Saved data entries
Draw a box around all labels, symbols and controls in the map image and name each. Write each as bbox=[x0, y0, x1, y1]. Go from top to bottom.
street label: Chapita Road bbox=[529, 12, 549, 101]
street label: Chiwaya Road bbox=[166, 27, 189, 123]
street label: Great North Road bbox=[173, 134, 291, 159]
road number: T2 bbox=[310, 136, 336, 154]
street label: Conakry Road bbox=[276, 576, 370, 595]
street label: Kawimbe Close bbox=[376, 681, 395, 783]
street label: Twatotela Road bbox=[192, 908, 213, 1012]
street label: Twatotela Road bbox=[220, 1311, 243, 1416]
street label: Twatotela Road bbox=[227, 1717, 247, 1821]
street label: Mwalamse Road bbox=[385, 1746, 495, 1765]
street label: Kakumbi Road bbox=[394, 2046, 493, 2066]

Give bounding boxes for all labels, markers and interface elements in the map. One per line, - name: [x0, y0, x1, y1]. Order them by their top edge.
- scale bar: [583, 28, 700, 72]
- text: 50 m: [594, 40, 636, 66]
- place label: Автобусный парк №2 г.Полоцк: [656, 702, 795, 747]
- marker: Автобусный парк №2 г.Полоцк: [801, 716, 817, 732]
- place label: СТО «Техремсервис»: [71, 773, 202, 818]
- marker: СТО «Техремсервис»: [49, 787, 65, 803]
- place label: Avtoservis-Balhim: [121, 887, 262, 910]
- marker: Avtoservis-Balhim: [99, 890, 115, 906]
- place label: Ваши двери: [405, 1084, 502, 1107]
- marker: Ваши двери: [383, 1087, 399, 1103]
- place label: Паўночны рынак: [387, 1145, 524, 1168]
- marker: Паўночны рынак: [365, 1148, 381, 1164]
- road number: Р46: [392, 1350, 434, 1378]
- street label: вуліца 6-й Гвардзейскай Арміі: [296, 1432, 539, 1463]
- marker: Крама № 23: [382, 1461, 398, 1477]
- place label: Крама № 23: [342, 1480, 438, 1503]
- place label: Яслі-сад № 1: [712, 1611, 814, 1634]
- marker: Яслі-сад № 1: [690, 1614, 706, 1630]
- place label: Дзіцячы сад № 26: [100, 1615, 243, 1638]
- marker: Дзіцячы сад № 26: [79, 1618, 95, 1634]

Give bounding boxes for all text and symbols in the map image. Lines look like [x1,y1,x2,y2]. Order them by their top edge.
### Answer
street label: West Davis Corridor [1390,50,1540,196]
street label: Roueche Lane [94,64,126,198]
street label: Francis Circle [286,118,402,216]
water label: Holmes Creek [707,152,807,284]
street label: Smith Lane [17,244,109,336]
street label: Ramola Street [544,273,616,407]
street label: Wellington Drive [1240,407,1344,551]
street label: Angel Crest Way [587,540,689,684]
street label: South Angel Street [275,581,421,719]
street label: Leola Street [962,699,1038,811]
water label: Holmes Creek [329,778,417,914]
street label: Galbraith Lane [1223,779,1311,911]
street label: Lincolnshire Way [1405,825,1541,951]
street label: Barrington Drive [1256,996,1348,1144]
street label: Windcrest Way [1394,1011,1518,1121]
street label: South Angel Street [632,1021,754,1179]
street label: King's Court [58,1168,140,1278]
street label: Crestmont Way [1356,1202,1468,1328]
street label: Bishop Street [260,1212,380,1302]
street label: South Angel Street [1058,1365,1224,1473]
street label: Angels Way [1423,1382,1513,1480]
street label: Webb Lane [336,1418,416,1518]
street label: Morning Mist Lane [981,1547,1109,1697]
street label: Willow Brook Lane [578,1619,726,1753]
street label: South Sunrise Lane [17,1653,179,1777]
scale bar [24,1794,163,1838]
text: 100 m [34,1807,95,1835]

**What is required**
The records above are to be restated word for word.

**Answer area**
Draw a box around all labels, symbols and controls in the map image and name each. Write each as bbox=[x0, y0, x1, y1]. Go from top to bottom.
street label: Chapita Road bbox=[529, 12, 549, 101]
street label: Chiwaya Road bbox=[166, 27, 189, 123]
street label: Great North Road bbox=[173, 134, 291, 159]
road number: T2 bbox=[310, 136, 336, 154]
street label: Conakry Road bbox=[276, 576, 370, 595]
street label: Kawimbe Close bbox=[376, 681, 395, 783]
street label: Twatotela Road bbox=[192, 908, 213, 1012]
street label: Twatotela Road bbox=[220, 1311, 243, 1416]
street label: Twatotela Road bbox=[227, 1717, 247, 1821]
street label: Mwalamse Road bbox=[385, 1746, 495, 1765]
street label: Kakumbi Road bbox=[394, 2046, 493, 2066]

Give bounding boxes for all labels, markers and interface elements in the map. One per line, - name: [x0, y0, x1, y1]. Order them by their top edge.
- scale bar: [583, 28, 700, 72]
- text: 50 m: [594, 40, 636, 66]
- place label: Автобусный парк №2 г.Полоцк: [656, 702, 795, 747]
- marker: Автобусный парк №2 г.Полоцк: [801, 716, 817, 732]
- place label: СТО «Техремсервис»: [71, 773, 202, 818]
- marker: СТО «Техремсервис»: [49, 787, 65, 803]
- place label: Avtoservis-Balhim: [121, 887, 262, 910]
- marker: Avtoservis-Balhim: [99, 890, 115, 906]
- place label: Ваши двери: [405, 1084, 502, 1107]
- marker: Ваши двери: [383, 1087, 399, 1103]
- place label: Паўночны рынак: [387, 1145, 524, 1168]
- marker: Паўночны рынак: [365, 1148, 381, 1164]
- road number: Р46: [392, 1350, 434, 1378]
- street label: вуліца 6-й Гвардзейскай Арміі: [296, 1432, 539, 1463]
- marker: Крама № 23: [382, 1461, 398, 1477]
- place label: Крама № 23: [342, 1480, 438, 1503]
- place label: Яслі-сад № 1: [712, 1611, 814, 1634]
- marker: Яслі-сад № 1: [690, 1614, 706, 1630]
- place label: Дзіцячы сад № 26: [100, 1615, 243, 1638]
- marker: Дзіцячы сад № 26: [79, 1618, 95, 1634]

Give bounding boxes for all text and symbols in the map image. Lines look like [x1,y1,x2,y2]. Order them by their top edge.
### Answer
street label: West Davis Corridor [1390,50,1540,196]
street label: Roueche Lane [94,64,126,198]
street label: Francis Circle [286,118,402,216]
water label: Holmes Creek [707,152,807,284]
street label: Smith Lane [17,244,109,336]
street label: Ramola Street [544,273,616,407]
street label: Wellington Drive [1240,407,1344,551]
street label: Angel Crest Way [587,540,689,684]
street label: South Angel Street [275,581,421,719]
street label: Leola Street [962,699,1038,811]
water label: Holmes Creek [329,778,417,914]
street label: Galbraith Lane [1223,779,1311,911]
street label: Lincolnshire Way [1405,825,1541,951]
street label: Barrington Drive [1256,996,1348,1144]
street label: Windcrest Way [1394,1011,1518,1121]
street label: South Angel Street [632,1021,754,1179]
street label: King's Court [58,1168,140,1278]
street label: Crestmont Way [1356,1202,1468,1328]
street label: Bishop Street [260,1212,380,1302]
street label: South Angel Street [1058,1365,1224,1473]
street label: Angels Way [1423,1382,1513,1480]
street label: Webb Lane [336,1418,416,1518]
street label: Morning Mist Lane [981,1547,1109,1697]
street label: Willow Brook Lane [578,1619,726,1753]
street label: South Sunrise Lane [17,1653,179,1777]
scale bar [24,1794,163,1838]
text: 100 m [34,1807,95,1835]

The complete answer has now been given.